• ACTIVITY
Below are the records; copy out every line that holds the word "green".

[Dataset entries]
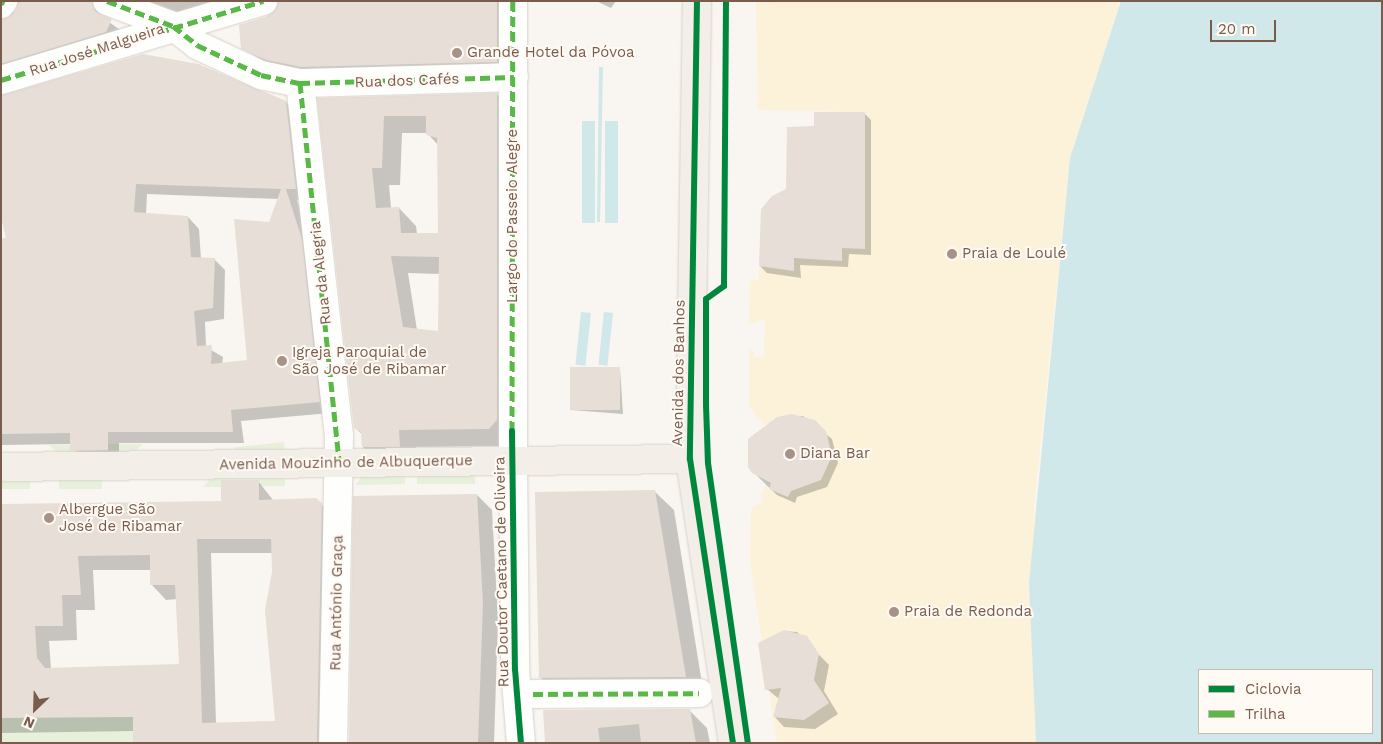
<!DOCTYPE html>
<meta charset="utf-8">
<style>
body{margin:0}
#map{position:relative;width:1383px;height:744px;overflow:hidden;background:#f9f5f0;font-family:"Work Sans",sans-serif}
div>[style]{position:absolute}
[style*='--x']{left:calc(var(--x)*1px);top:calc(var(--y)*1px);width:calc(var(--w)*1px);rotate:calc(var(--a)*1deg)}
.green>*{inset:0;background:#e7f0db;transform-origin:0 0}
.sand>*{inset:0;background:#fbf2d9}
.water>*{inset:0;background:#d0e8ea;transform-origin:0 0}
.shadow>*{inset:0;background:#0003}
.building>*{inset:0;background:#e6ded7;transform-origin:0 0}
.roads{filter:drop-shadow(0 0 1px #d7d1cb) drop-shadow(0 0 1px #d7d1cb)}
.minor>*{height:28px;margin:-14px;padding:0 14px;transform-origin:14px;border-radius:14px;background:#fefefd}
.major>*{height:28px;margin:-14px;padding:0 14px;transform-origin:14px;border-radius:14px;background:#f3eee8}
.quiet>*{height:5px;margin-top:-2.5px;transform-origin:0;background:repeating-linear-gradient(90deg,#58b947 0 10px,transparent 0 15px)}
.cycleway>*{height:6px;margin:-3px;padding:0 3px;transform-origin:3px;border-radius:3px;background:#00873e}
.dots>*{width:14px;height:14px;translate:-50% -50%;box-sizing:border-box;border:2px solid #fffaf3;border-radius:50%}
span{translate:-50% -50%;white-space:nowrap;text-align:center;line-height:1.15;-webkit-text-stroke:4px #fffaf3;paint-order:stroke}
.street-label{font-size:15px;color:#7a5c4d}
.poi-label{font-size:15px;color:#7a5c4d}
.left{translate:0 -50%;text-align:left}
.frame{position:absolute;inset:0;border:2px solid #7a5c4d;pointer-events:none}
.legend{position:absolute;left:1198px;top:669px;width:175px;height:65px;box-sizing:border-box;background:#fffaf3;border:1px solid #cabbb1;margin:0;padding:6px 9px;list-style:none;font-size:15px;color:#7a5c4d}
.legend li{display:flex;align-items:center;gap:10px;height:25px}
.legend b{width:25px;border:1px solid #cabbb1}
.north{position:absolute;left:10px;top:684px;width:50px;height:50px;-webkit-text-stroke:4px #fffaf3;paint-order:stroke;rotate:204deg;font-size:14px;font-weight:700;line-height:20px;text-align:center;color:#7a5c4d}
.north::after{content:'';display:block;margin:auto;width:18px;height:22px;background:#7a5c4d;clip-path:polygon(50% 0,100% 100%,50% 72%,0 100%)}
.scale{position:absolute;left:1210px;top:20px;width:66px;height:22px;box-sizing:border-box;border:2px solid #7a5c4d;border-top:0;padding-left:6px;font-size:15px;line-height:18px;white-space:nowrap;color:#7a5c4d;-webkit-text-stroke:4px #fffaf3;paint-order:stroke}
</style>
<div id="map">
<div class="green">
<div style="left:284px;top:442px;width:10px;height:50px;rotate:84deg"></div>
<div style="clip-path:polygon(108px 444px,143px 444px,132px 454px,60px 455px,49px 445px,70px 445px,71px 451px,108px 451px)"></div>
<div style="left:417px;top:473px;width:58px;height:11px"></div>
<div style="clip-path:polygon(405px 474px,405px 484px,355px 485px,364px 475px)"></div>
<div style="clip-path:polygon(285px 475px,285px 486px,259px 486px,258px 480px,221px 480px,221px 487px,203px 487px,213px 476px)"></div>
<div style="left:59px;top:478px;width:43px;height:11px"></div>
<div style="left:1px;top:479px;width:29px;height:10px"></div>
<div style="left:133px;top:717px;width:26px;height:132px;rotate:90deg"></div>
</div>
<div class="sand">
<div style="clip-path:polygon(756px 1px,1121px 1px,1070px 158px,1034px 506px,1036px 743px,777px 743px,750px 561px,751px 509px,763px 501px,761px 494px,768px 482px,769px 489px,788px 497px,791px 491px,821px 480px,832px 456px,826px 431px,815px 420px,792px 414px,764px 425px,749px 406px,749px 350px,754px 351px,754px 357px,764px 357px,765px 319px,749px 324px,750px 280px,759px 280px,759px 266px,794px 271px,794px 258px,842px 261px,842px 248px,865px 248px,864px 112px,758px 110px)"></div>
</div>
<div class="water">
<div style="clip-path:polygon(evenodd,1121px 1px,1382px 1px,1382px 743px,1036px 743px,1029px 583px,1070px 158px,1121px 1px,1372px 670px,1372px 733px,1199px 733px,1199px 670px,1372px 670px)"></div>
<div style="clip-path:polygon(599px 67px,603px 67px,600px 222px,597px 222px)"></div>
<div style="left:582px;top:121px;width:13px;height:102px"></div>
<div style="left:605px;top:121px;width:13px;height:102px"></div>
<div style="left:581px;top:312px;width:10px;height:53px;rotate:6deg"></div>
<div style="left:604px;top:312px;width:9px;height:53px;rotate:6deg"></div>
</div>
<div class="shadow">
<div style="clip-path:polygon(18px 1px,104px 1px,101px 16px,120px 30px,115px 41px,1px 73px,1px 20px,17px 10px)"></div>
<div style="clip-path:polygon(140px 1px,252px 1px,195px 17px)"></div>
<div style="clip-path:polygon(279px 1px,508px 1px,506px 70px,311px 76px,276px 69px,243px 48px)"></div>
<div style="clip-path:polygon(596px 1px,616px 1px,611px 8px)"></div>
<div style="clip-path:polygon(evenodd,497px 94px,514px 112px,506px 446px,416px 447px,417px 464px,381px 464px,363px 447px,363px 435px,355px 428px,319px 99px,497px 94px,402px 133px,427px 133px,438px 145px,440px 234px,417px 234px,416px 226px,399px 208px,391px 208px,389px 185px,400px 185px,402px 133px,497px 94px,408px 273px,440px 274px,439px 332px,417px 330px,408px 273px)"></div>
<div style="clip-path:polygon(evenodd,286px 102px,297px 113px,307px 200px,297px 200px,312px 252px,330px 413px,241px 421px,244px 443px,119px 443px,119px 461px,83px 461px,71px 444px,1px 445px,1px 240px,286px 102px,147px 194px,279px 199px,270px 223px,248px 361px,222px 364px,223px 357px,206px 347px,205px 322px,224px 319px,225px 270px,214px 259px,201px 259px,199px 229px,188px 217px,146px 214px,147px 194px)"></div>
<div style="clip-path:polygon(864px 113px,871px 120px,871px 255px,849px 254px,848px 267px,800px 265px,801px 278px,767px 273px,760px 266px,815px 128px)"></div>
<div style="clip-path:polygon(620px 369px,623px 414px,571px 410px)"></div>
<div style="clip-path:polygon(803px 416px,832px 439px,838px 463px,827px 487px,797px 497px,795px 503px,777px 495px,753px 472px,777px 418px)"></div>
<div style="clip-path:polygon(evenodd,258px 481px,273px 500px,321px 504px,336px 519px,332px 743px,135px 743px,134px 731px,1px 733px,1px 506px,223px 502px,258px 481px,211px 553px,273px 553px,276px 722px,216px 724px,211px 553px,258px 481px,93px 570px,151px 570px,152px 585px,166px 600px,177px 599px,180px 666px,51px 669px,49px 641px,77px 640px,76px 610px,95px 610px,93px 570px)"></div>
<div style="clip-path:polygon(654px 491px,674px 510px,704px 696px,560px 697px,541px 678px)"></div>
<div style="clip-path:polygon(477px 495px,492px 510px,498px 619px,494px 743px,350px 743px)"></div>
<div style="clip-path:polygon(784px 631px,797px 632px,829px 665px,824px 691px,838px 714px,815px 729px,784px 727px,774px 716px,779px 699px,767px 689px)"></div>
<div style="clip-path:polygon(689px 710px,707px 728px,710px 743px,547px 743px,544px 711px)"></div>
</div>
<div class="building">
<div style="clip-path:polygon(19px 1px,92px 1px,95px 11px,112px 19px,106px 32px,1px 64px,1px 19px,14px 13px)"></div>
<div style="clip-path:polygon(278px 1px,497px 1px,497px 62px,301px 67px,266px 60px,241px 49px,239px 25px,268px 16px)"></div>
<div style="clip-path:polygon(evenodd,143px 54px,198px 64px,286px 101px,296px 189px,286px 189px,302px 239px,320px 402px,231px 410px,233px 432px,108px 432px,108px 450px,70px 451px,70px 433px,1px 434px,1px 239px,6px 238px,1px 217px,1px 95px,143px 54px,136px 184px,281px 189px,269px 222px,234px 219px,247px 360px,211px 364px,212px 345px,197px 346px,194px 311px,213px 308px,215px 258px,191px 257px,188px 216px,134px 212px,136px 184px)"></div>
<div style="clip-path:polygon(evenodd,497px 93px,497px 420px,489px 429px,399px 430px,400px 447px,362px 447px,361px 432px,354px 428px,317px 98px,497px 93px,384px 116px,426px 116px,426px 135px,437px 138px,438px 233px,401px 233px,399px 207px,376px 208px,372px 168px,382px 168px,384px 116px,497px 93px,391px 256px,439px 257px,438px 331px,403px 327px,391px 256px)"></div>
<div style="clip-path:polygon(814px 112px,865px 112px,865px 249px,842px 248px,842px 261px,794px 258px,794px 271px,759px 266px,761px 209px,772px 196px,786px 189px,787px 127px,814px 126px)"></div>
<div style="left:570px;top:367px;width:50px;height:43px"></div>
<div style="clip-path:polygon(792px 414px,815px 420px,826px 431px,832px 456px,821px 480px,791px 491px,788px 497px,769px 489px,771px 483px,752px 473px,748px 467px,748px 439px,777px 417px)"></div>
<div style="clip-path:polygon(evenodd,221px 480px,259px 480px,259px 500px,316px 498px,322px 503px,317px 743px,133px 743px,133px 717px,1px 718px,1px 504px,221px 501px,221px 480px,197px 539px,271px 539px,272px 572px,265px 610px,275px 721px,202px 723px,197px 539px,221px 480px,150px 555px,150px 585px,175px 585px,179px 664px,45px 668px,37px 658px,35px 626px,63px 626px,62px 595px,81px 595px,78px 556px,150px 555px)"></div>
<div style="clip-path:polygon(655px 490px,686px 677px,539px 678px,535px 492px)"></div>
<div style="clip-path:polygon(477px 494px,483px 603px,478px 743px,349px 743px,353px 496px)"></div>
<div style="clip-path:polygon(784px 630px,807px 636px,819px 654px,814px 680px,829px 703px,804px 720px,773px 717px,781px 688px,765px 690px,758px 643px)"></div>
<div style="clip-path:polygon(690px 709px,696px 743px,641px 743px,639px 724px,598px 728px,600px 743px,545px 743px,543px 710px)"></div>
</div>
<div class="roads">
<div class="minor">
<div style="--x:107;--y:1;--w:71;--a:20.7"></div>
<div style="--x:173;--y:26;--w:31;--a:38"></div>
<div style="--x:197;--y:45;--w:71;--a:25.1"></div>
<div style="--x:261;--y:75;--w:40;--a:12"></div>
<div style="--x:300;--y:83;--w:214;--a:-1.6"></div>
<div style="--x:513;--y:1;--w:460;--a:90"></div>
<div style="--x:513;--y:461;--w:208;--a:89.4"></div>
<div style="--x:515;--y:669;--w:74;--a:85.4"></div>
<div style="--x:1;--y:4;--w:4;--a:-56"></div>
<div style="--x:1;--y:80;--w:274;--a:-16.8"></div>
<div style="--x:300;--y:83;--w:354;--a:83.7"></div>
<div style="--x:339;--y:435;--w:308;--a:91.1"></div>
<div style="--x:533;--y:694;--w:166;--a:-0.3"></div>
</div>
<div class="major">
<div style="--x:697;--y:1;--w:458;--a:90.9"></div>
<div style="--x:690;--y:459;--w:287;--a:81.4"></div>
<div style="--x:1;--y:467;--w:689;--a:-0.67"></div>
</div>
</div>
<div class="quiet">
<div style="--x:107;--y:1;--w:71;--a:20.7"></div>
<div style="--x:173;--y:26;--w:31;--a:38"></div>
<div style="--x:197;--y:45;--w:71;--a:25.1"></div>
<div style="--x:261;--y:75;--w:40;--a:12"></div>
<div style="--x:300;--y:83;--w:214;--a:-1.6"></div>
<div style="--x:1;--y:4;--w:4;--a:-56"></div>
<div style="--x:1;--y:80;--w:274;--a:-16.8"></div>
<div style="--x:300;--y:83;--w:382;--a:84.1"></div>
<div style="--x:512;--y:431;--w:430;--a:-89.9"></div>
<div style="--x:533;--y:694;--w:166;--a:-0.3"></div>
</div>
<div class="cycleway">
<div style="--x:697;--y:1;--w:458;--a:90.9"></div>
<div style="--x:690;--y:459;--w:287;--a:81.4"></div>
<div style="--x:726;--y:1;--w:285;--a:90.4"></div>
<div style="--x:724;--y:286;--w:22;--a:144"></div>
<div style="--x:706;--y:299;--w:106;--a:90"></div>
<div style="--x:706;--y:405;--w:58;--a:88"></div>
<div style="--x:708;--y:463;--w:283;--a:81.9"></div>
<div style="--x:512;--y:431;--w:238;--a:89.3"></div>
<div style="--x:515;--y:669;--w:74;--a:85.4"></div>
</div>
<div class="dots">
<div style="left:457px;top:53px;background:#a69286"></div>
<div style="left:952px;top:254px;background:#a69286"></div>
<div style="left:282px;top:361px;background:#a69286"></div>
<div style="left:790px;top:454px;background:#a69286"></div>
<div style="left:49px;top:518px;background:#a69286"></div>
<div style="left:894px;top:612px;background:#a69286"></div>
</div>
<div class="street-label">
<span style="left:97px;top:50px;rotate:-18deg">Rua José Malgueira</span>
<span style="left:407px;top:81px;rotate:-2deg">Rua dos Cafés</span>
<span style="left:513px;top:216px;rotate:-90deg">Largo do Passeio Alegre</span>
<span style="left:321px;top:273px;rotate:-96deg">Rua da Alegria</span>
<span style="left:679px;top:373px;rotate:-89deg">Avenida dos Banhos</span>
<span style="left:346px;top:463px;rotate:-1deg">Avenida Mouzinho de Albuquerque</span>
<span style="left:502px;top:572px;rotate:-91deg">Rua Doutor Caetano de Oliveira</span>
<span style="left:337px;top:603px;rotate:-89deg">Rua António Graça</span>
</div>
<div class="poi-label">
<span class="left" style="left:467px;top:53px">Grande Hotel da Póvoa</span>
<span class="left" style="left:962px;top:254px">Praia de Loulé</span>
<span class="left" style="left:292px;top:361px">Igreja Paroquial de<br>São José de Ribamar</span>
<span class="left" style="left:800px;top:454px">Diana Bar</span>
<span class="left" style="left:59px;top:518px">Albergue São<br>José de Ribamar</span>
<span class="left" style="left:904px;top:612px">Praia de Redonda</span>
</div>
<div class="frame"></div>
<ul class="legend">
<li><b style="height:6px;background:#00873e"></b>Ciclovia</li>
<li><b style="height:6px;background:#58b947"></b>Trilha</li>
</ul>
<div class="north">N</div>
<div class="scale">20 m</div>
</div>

• SOLUTION
.green>*{inset:0;background:#e7f0db;transform-origin:0 0}
<div class="green">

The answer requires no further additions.